**Exercise brief**: Copy out the entries below precisely; nothing is to be omitted.
------------------------------------------------------------
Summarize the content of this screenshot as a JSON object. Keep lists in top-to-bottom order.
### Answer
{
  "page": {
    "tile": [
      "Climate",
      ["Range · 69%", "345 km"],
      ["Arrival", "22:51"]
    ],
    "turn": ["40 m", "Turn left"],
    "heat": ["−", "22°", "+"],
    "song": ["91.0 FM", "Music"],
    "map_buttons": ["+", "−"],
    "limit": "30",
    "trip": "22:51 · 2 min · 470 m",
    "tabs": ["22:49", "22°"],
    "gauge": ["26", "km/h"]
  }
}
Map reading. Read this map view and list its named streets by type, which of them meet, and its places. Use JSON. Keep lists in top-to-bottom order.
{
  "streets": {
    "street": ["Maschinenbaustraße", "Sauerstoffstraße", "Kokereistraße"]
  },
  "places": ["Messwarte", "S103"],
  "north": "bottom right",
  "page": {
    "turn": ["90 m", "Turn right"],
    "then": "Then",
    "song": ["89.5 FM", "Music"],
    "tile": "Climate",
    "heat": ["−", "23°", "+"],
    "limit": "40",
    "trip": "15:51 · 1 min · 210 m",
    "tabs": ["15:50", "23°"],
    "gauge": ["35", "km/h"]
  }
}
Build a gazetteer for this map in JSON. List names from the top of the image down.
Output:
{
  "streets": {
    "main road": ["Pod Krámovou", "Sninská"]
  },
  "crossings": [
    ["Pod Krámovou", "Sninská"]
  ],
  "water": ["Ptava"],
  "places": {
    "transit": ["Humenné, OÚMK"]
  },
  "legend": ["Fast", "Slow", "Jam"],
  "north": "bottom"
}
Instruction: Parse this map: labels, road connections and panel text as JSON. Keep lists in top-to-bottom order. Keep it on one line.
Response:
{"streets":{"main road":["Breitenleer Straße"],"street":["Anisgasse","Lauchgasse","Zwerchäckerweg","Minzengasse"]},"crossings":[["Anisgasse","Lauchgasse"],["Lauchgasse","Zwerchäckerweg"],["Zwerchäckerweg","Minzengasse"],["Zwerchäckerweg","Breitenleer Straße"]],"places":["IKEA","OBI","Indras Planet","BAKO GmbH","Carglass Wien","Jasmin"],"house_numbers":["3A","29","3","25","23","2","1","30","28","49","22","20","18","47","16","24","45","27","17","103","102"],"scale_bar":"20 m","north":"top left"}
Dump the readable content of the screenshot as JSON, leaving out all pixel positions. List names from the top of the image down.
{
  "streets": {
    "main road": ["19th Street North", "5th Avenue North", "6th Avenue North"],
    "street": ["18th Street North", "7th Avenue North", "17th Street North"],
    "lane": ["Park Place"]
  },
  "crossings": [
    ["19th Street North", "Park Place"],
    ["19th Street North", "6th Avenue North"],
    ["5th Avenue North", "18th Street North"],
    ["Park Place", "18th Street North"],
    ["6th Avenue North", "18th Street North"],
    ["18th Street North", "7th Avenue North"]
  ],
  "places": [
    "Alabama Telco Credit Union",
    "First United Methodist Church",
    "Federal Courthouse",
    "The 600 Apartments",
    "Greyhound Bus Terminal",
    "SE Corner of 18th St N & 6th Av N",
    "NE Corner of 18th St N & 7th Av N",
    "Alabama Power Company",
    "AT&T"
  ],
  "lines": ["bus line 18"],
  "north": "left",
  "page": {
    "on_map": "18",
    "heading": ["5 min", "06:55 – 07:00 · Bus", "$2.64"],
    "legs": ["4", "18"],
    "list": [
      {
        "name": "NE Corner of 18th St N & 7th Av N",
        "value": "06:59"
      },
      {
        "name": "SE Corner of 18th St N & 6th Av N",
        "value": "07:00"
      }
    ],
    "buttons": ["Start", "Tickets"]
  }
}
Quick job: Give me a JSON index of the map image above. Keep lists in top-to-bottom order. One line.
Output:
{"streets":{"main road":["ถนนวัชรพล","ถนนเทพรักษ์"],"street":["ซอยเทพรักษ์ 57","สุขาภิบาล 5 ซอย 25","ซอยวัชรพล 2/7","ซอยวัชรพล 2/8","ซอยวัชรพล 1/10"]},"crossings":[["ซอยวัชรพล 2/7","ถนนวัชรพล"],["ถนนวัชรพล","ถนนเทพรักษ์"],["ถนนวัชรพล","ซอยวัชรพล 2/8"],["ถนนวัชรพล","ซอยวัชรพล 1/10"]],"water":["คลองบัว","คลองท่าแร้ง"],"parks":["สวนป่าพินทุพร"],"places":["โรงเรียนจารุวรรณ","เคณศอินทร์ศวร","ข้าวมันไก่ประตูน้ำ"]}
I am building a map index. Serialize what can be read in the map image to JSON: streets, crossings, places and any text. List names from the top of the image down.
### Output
------------------------------------------------------------
**Answer space**:
Summarize the content of this screenshot as a JSON object. Keep lists in top-to-bottom order.
### Answer
{
  "page": {
    "tile": [
      "Climate",
      ["Range · 69%", "345 km"],
      ["Arrival", "22:51"]
    ],
    "turn": ["40 m", "Turn left"],
    "heat": ["−", "22°", "+"],
    "song": ["91.0 FM", "Music"],
    "map_buttons": ["+", "−"],
    "limit": "30",
    "trip": "22:51 · 2 min · 470 m",
    "tabs": ["22:49", "22°"],
    "gauge": ["26", "km/h"]
  }
}
Map reading. Read this map view and list its named streets by type, which of them meet, and its places. Use JSON. Keep lists in top-to-bottom order.
{
  "streets": {
    "street": ["Maschinenbaustraße", "Sauerstoffstraße", "Kokereistraße"]
  },
  "places": ["Messwarte", "S103"],
  "north": "bottom right",
  "page": {
    "turn": ["90 m", "Turn right"],
    "then": "Then",
    "song": ["89.5 FM", "Music"],
    "tile": "Climate",
    "heat": ["−", "23°", "+"],
    "limit": "40",
    "trip": "15:51 · 1 min · 210 m",
    "tabs": ["15:50", "23°"],
    "gauge": ["35", "km/h"]
  }
}
Build a gazetteer for this map in JSON. List names from the top of the image down.
Output:
{
  "streets": {
    "main road": ["Pod Krámovou", "Sninská"]
  },
  "crossings": [
    ["Pod Krámovou", "Sninská"]
  ],
  "water": ["Ptava"],
  "places": {
    "transit": ["Humenné, OÚMK"]
  },
  "legend": ["Fast", "Slow", "Jam"],
  "north": "bottom"
}
Instruction: Parse this map: labels, road connections and panel text as JSON. Keep lists in top-to-bottom order. Keep it on one line.
Response:
{"streets":{"main road":["Breitenleer Straße"],"street":["Anisgasse","Lauchgasse","Zwerchäckerweg","Minzengasse"]},"crossings":[["Anisgasse","Lauchgasse"],["Lauchgasse","Zwerchäckerweg"],["Zwerchäckerweg","Minzengasse"],["Zwerchäckerweg","Breitenleer Straße"]],"places":["IKEA","OBI","Indras Planet","BAKO GmbH","Carglass Wien","Jasmin"],"house_numbers":["3A","29","3","25","23","2","1","30","28","49","22","20","18","47","16","24","45","27","17","103","102"],"scale_bar":"20 m","north":"top left"}
Dump the readable content of the screenshot as JSON, leaving out all pixel positions. List names from the top of the image down.
{
  "streets": {
    "main road": ["19th Street North", "5th Avenue North", "6th Avenue North"],
    "street": ["18th Street North", "7th Avenue North", "17th Street North"],
    "lane": ["Park Place"]
  },
  "crossings": [
    ["19th Street North", "Park Place"],
    ["19th Street North", "6th Avenue North"],
    ["5th Avenue North", "18th Street North"],
    ["Park Place", "18th Street North"],
    ["6th Avenue North", "18th Street North"],
    ["18th Street North", "7th Avenue North"]
  ],
  "places": [
    "Alabama Telco Credit Union",
    "First United Methodist Church",
    "Federal Courthouse",
    "The 600 Apartments",
    "Greyhound Bus Terminal",
    "SE Corner of 18th St N & 6th Av N",
    "NE Corner of 18th St N & 7th Av N",
    "Alabama Power Company",
    "AT&T"
  ],
  "lines": ["bus line 18"],
  "north": "left",
  "page": {
    "on_map": "18",
    "heading": ["5 min", "06:55 – 07:00 · Bus", "$2.64"],
    "legs": ["4", "18"],
    "list": [
      {
        "name": "NE Corner of 18th St N & 7th Av N",
        "value": "06:59"
      },
      {
        "name": "SE Corner of 18th St N & 6th Av N",
        "value": "07:00"
      }
    ],
    "buttons": ["Start", "Tickets"]
  }
}
Quick job: Give me a JSON index of the map image above. Keep lists in top-to-bottom order. One line.
Output:
{"streets":{"main road":["ถนนวัชรพล","ถนนเทพรักษ์"],"street":["ซอยเทพรักษ์ 57","สุขาภิบาล 5 ซอย 25","ซอยวัชรพล 2/7","ซอยวัชรพล 2/8","ซอยวัชรพล 1/10"]},"crossings":[["ซอยวัชรพล 2/7","ถนนวัชรพล"],["ถนนวัชรพล","ถนนเทพรักษ์"],["ถนนวัชรพล","ซอยวัชรพล 2/8"],["ถนนวัชรพล","ซอยวัชรพล 1/10"]],"water":["คลองบัว","คลองท่าแร้ง"],"parks":["สวนป่าพินทุพร"],"places":["โรงเรียนจารุวรรณ","เคณศอินทร์ศวร","ข้าวมันไก่ประตูน้ำ"]}
I am building a map index. Serialize what can be read in the map image to JSON: streets, crossings, places and any text. List names from the top of the image down.
### Output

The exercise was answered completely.